Prior +0.9%HICP +2.0% vs +1.9% y/y prelimPrior +1.1%On the month itself, headline inflation rose by 1.0% and that is largely tied to a surge in energy prices (+8.9%). That’s no surprise given the impact of the US-Iran conflict, which has seen European gas prices skyrocket last month. Of note, prices for petroleum products saw the biggest jump – up 17.1% on the month.In terms of core annual inflation, that is seen up a little to 1.1% in March as well. That compares with the 0.9% reading in February before that. That comes as we see a slight acceleration in services inflation, which nudged up to 1.7% in March from 1.6% in February.Overall core services inflation was seen up 0.5% on the month, bringing the year-on-year change to 1.9%. Meanwhile, core food prices were down marginally by 0.1% but the year-on-year change remains positive at 0.3%.One can reasonably expect April to reflect a further pickup in inflation pressures given the macro landscape.
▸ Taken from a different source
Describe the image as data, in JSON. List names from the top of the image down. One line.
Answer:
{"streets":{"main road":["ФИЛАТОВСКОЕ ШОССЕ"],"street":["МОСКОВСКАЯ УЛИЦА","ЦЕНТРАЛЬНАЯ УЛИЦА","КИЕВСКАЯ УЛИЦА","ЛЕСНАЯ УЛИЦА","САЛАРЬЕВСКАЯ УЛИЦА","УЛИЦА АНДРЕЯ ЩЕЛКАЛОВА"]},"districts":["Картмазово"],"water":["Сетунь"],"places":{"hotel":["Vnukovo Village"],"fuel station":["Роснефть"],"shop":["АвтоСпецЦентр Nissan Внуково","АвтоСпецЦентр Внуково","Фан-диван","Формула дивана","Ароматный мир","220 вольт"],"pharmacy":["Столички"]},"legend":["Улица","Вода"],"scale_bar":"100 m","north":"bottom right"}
And that sense of higher prices could lead on for a bit longer in the coming months. The hope for the ECB is that it will all be “transitory” once again, that especially with there being much optimism for a peace deal this week.
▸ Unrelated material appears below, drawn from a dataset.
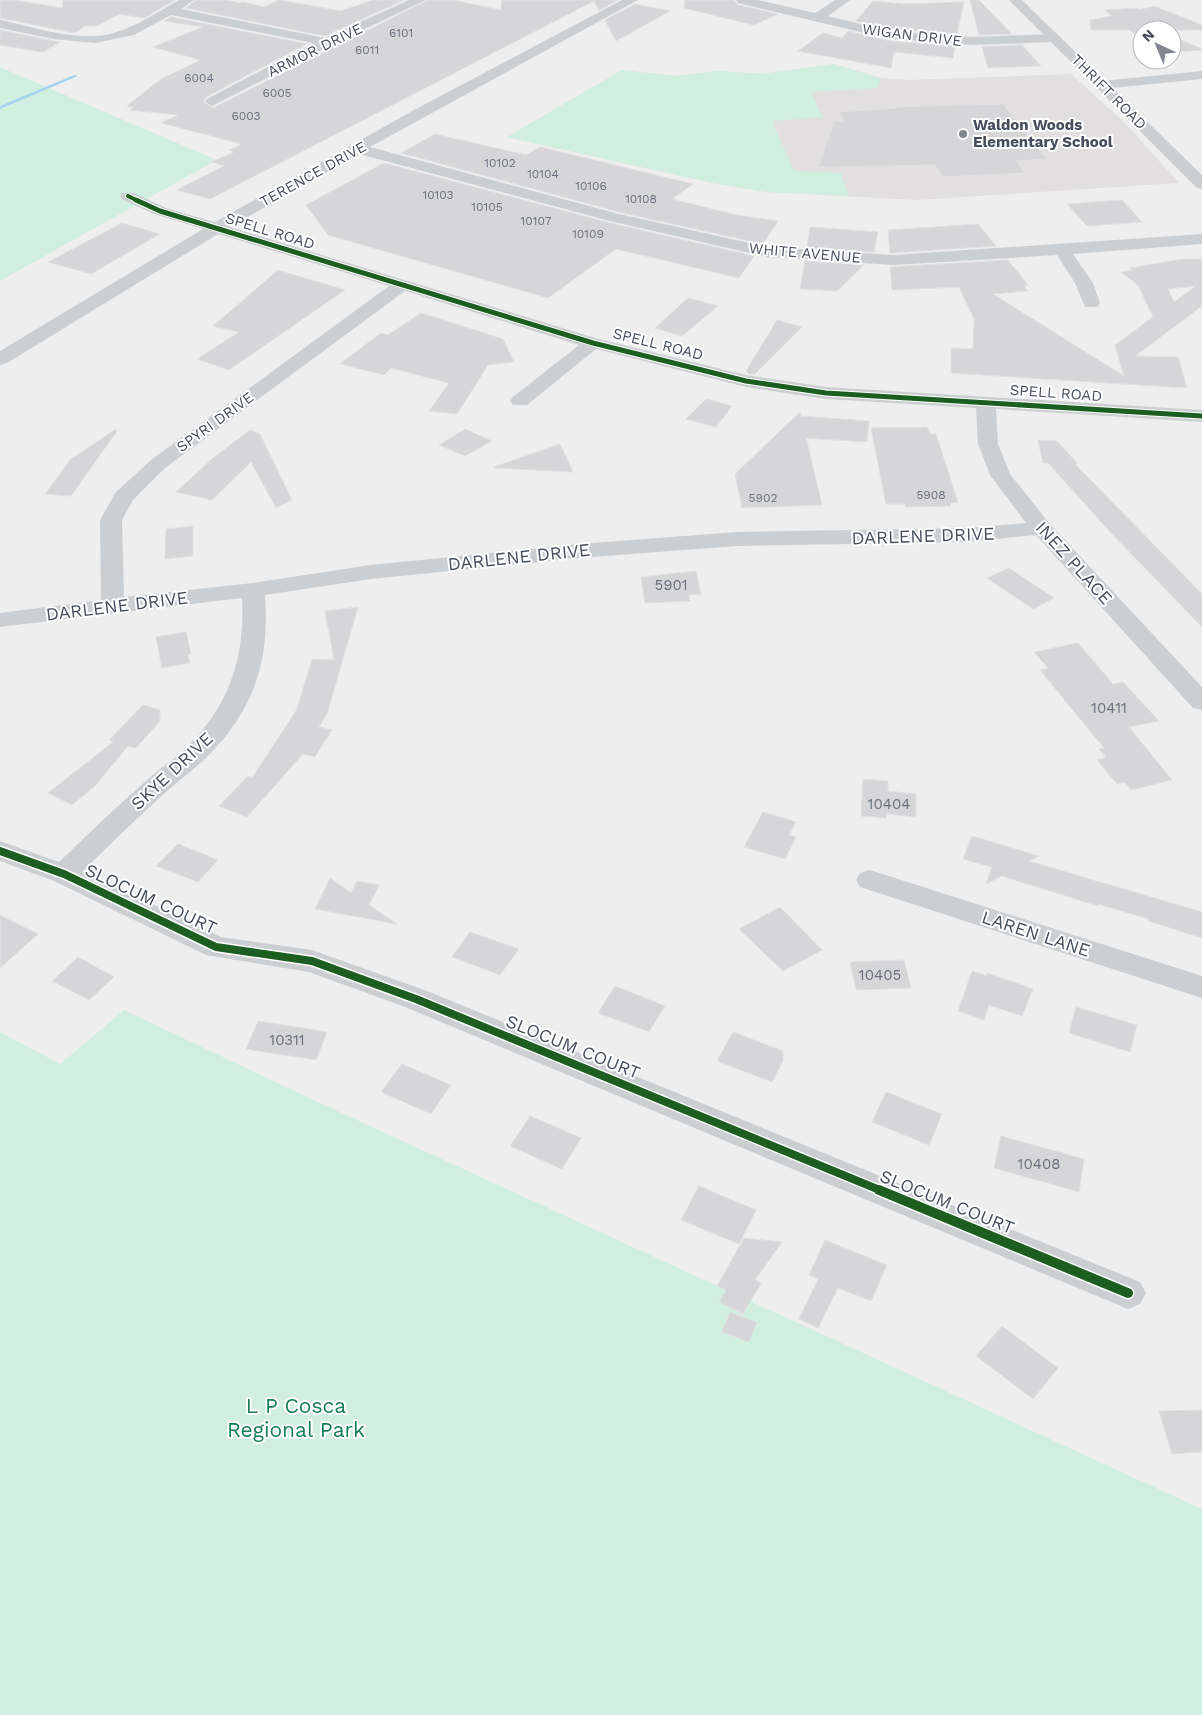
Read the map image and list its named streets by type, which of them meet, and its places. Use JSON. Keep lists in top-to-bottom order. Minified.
{"streets":{"street":["WIGAN DRIVE","ARMOR DRIVE","THRIFT ROAD","TERENCE DRIVE","SPELL ROAD","WHITE AVENUE","SPYRI DRIVE","DARLENE DRIVE","INEZ PLACE","SKYE DRIVE","SLOCUM COURT","LAREN LANE"]},"crossings":[["WIGAN DRIVE","THRIFT ROAD"],["TERENCE DRIVE","SPELL ROAD"],["TERENCE DRIVE","WHITE AVENUE"],["SPELL ROAD","SPYRI DRIVE"],["SPELL ROAD","INEZ PLACE"],["SPYRI DRIVE","DARLENE DRIVE"],["DARLENE DRIVE","INEZ PLACE"],["DARLENE DRIVE","SKYE DRIVE"],["SKYE DRIVE","SLOCUM COURT"]],"parks":["L P Cosca Regional Park"],"places":["Waldon Woods Elementary School"],"house_numbers":["6101","6011","6004","6005","6003","10102","10104","10106","10103","10108","10105","10107","10109","5908","5902","5901","10411","10404","10405","10311","10408"],"north":"top left"}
This article was written by Justin Low at investinglive.com.
💡 DMK Insight
Headline inflation’s 1.0% rise, driven by an 8.9% jump in energy prices, is a wake-up call for traders. The surge in energy costs, largely fueled by geopolitical tensions like the US-Iran conflict, is likely to ripple through various markets. Traders should keep an eye on how these inflation figures might influence central bank policies, particularly in the Eurozone. If inflation continues to rise, we could see a shift in interest rate expectations, which might impact forex pairs like EUR/USD. Look for technical levels around recent highs; a break above could signal further bullish momentum. On the flip side, if inflation stabilizes or declines, it could ease pressure on central banks, leading to a potential pullback in energy prices and related assets. For now, watch the energy sector closely, especially if prices remain volatile. Key metrics to monitor include the upcoming inflation reports and any developments in the geopolitical landscape that could affect energy supply.
📮 Takeaway
Keep an eye on energy prices and inflation reports; a sustained rise could shift central bank policies and impact forex markets significantly.